W Stanach Zjednoczonych trwają wybory prezydenckie. Obywatele wybierali elektorów, którzy aktualnie głosują na jednego z dwóch kandydatów. Choć z dotychczas podliczonych głosów wynika, że prowadzi Joe Biden (224 głosy), to Donald Trump obwieścił zwycięstwo w wyborach prezydenckich. Do kandydata socjaldemokratów brakuje mu 11 głosów.
Wybory prezydenckie w USA
System wyborczy w Stanach Zjednoczonych jest dużo bardziej skomplikowany niż w Polsce. U nas każdy obywatel wybiera jednego spośród kilku lub kilkunastu zgłoszonych kandydatów. Jest to niewątpliwie rozwiązanie bardziej sprawiedliwe i mniej korupcjogenne niż w USA, które uchodzą za kolebkę demokracji. Każdy głos obywatela ma taką samą wartość. W Stanach Zjednoczonych nie tyle trzeba przekonać do siebie wyborcę, co elektora, który będzie głosował na jednego z dwóch kandydatów. Jak pokazało życie, 4 lata temu Hillary Clinton wygrywała w każdym możliwym sondażu, jednak przegrała w głosowaniu elektorów.

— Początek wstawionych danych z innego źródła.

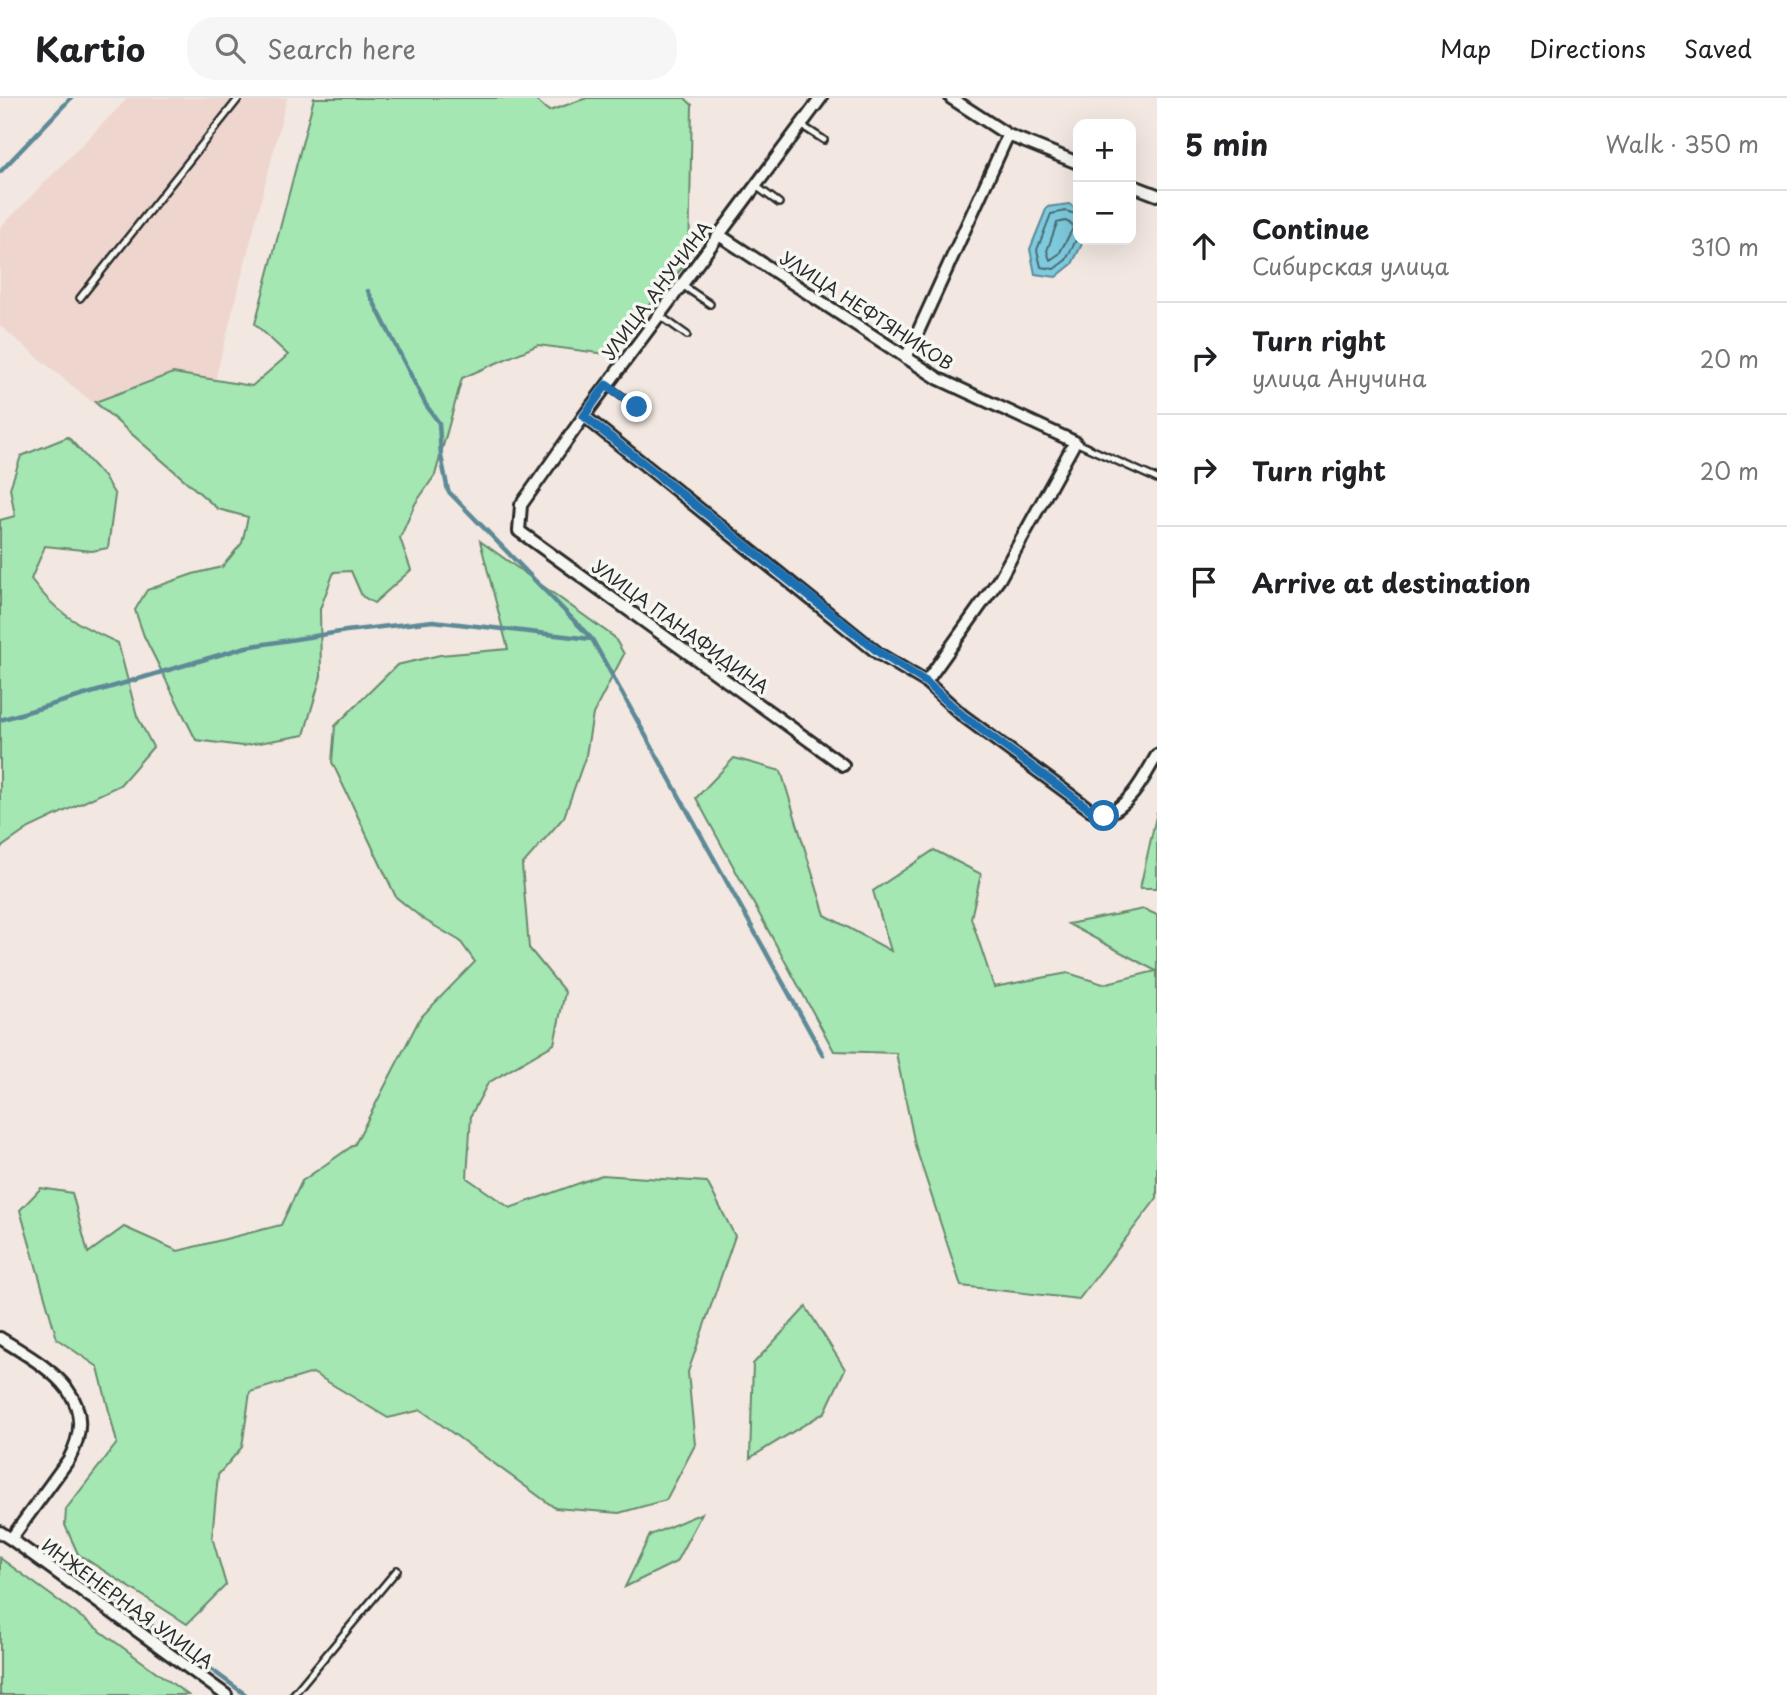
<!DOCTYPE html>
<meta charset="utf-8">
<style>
:root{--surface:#fff;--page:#f6f6f6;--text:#202124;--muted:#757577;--line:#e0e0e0}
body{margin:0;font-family:"Playpen Sans",sans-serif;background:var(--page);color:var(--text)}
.controls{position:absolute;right:21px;top:21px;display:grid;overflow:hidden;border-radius:14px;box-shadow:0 7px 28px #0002}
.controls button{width:63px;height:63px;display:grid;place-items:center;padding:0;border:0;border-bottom:2px solid var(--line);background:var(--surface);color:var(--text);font:35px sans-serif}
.stop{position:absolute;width:21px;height:21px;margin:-16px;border:5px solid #1f6fb2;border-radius:50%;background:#fff}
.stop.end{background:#1f6fb2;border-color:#fff;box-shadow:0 2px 7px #0008}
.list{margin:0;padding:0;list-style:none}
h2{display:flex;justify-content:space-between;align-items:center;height:91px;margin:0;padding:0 28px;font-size:30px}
h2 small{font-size:23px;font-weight:400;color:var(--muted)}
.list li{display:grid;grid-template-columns:46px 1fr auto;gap:21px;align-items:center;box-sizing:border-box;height:112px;padding:0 28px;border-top:2px solid var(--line)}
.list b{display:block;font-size:26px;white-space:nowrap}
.list p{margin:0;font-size:23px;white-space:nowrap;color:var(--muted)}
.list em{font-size:23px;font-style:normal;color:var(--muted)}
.icon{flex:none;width:38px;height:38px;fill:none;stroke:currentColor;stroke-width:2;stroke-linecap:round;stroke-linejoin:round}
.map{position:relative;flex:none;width:1157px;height:1597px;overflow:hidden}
header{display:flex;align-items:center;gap:42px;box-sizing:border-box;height:98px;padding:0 35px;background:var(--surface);border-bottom:2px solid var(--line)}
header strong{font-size:33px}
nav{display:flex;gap:38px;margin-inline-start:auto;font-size:24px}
.search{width:490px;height:63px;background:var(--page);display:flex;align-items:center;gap:18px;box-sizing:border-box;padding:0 24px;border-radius:28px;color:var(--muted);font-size:26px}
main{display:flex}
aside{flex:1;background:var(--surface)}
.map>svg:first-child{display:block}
.built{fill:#eed5cd}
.green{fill:#a4e7b2;stroke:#68896e;stroke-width:2}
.water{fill:#7ecade;stroke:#5d8a96;stroke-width:2}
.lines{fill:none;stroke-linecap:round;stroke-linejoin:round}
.shore{stroke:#4c6b73;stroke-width:2}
.stream{stroke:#5d8a96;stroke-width:4.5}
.service-casing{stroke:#2b2b2b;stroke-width:10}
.minor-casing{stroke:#2b2b2b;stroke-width:16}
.service{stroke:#f6f6f2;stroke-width:5}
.minor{stroke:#f6f6f2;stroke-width:10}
.route{stroke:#1f6fb2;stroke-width:9}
.labels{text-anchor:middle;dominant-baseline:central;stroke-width:7;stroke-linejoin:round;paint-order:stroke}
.street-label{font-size:18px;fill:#2b2b2b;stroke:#f6f6f2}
</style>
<header>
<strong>Kartio</strong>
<div class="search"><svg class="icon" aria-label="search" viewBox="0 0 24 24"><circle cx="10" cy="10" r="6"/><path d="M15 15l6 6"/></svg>Search here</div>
<nav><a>Map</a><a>Directions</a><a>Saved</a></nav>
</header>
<main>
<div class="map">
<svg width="1157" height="1597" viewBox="0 0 1157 1597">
<rect width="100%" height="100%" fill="#f2e7e1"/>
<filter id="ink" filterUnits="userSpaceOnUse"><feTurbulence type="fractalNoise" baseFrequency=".0143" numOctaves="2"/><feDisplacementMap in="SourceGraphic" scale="14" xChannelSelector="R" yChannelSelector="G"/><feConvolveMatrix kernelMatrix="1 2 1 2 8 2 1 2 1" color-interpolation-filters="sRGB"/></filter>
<g filter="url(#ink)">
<path class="built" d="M 128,0 L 287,0 L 189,384 L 0,228 L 0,130 Z"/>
<path class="green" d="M 314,0 L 533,0 L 549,13 L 587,0 L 685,0 L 692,7 L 689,162 L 606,256 L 538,247 L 462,280 L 435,377 L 415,406 L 400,440 L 411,472 L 374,505 L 362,498 L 351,473 L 334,474 L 320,511 L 321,578 L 304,637 L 242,648 L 196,642 L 144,538 L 135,512 L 147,492 L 193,476 L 222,469 L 242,445 L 248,419 L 218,411 L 95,304 L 173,275 L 252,288 L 288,257 L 255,226 Z
M 68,339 L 104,379 L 115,397 L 108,450 L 92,453 L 45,448 L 31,481 C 58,518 78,526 118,545 L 137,618 L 153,649 L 120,687 L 29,730 L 0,750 L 0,422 L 15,418 L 10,390 L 21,358 Z
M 480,443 L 614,539 L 624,556 L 593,616 L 586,657 L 564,719 L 522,767 L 529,850 L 565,894 L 554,946 L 488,985 L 471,1017 L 467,1080 L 510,1110 L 602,1077 L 707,1084 L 735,1138 L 688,1274 L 695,1347 L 666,1402 L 619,1415 L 555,1410 L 421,1312 L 388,1320 L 313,1275 L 250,1294 L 242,1349 L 218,1377 L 212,1439 L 226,1487 L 187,1526 L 78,1456 L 65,1427 L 66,1411 L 117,1345 L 98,1269 L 57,1241 L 20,1112 L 41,1090 L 72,1095 L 88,1155 L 124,1129 L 178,1153 L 281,1127 L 302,1083 L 355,1046 L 420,920 L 475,864 L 460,843 L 423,821 L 396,799 L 332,664 L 335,628 L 397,567 L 440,557 L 508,551 Z
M 734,660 L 781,673 L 825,817 L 891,853 L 873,793 L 934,752 L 981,776 L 971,820 L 994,889 L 1068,875 L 1103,886 L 1156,873 L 1068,826 L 1144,811 L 1157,817 L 1157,1100 L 1079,1201 L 961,1188 L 915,1047 L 896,955 L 834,953 L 696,700 Z
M 1157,714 L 1157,790 L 1140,790 Z
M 806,1209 L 845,1271 L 825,1314 L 750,1360 L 753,1266 Z
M 702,1415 L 676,1464 L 625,1489 L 650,1437 Z
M 0,1460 L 188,1597 L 0,1597 Z"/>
<path class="water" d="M 1069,106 L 1078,112 L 1078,142 L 1084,142 L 1072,166 L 1056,179 L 1035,176 L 1030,151 L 1047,109 Z"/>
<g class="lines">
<path class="shore" d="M 1078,117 L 1066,113 L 1051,116 L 1037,152 L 1041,169 L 1054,171 L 1066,162 L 1078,138
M 1065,123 L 1072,126 L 1073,130 L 1059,156 L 1050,162 L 1047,153 L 1057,125 Z"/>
<path class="stream" d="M 0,74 L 71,0
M 368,193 L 426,307 L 439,325 L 441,358 L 448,393 L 592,541 L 823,957
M 0,622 L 246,549 L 346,533 L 433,523 L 591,541
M 64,1463 L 246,1597"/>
<g class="service-casing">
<path id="service" d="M 801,27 L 824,42
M 756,88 L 779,105
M 682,187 L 710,206
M 80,200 L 239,0
M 659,217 L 687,237
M 606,287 L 637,309
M 1075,344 L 1157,381
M 293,1597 L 397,1472"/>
</g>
<g class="minor-casing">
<path id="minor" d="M 821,0 L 584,318 L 521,407 L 519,433 L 843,667
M 951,0 L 1008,37 L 1078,65
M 1131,87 L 1157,97
M 719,137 L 939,281 L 1075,344 L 1000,480 L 926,584
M 906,260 L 1008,37
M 584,318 L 879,556 L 926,584 L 962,617 L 1092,713 L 1104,718 C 1131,707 1143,681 1157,657
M 0,1240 C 46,1269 103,1298 69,1361 L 11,1441 L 0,1434
M 11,1441 L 226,1597"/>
</g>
<use href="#service" class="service"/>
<use href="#minor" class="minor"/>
</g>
</g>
<g class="lines" filter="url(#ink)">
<path class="route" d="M 637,309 L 606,287 L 584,318 L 880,555 L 926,584 L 962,617 L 1092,713 L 1104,718"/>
</g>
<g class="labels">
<g class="street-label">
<text transform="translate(656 192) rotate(-53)">УЛИЦА АНУЧИНА</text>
<text transform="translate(867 212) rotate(33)">УЛИЦА НЕФТЯНИКОВ</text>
<text transform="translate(681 528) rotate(36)">УЛИЦА ПАНАФИДИНА</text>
<text transform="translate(128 1505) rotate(36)">ИНЖЕНЕРНАЯ УЛИЦА</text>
</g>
</g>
</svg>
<div class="controls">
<button>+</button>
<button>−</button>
</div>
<div class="stop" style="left:1104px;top:718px"></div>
<div class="stop end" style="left:637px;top:309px"></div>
</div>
<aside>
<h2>5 min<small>Walk · 350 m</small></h2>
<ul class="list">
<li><svg class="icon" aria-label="ahead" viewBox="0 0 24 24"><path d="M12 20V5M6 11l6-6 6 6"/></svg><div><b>Continue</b><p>Сибирская улица</p></div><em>310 m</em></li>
<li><svg class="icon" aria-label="right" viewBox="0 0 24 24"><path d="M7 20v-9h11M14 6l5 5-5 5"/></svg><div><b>Turn right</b><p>улица Анучина</p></div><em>20 m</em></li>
<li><svg class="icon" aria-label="right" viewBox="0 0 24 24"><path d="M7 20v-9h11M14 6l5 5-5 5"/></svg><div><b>Turn right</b></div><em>20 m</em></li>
<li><svg class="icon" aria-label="arrive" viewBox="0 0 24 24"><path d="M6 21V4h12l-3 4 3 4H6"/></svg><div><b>Arrive at destination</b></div></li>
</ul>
</aside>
</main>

Ci ostatni mogą bowiem zagłosować w dowolny sposób, także sprzeniewierzając się swoim wyborcom, którzy byli pewni, że poprą oni ich kandydata.
Trump ogłasza zwycięstwo, choć przegrywa w głosowaniu elektorskim
Obecnie w głosowaniu elektorów wygrywa Joe Biden, uzyskał on 224 głosy, natomiast Donald Trump 213. Prezydent ubiegający się o reelekcję obwieścił jednak zwycięstwo w wyborach prezydenckich. Skąd takie podejście i zaprzeczanie faktów? Istnieje kilka możliwości. Donald Trump nie przywykł do przegranej, zawsze otrzymywał to, co chciał. Ma o sobie zawyżone mniemanie, co także może utrudniać mu pogodzenie się z faktami. Niewykluczone, że mówi tak po to, by podgrzać atmosferę, nie chce bowiem pogodzić się z myślą o przegranej.
Czy system wyborczy w USA wymaga zmiany?
Wybory prezydenckie w USA zawsze stanowią sporą niewiadomą. Wynika to ze zbyt skomplikowanego sposobu głosowania. Obowiązujący system niewątpliwie wymaga korekty, ponieważ obywatele nie otrzymują takiego rezultatu, na jaki w większości liczyli. Głosowanie elektorów pozbawia Amerykanów realnego wpływu na decyzję o tym, kto zostanie prezydentem ich kraju na kolejne 4 lata. Dostrzegają to sami socjaldemokraci, którzy prowadzili we wszystkich możliwych sondażach wyborczych. Nawet oni nie są pewni, jak ostatecznie zakończy się pojedynek Trump-Biden. Czekać może nas zarówno potwierdzenie prognoz, jak i spora niespodzianka w postaci reelekcji Donalda Trumpa.
Stany Zjednoczone podzielone jak Polska podczas wyborów prezydenckich
Sami Amerykanie mają też bardzo zróżnicowane zdanie na temat obecnie urzędującego prezydenta. Część osób jest zachwycona jego sukcesami biznesowymi, inni z kolei zarzucają Trumpowi zarozumiałość i brak wiedzy z zakresu wielu istotnych dziedzin. Niewątpliwie Stany Zjednoczone są dziś równie podzielone jak Polska podczas tegorocznych wyborów prezydenckich.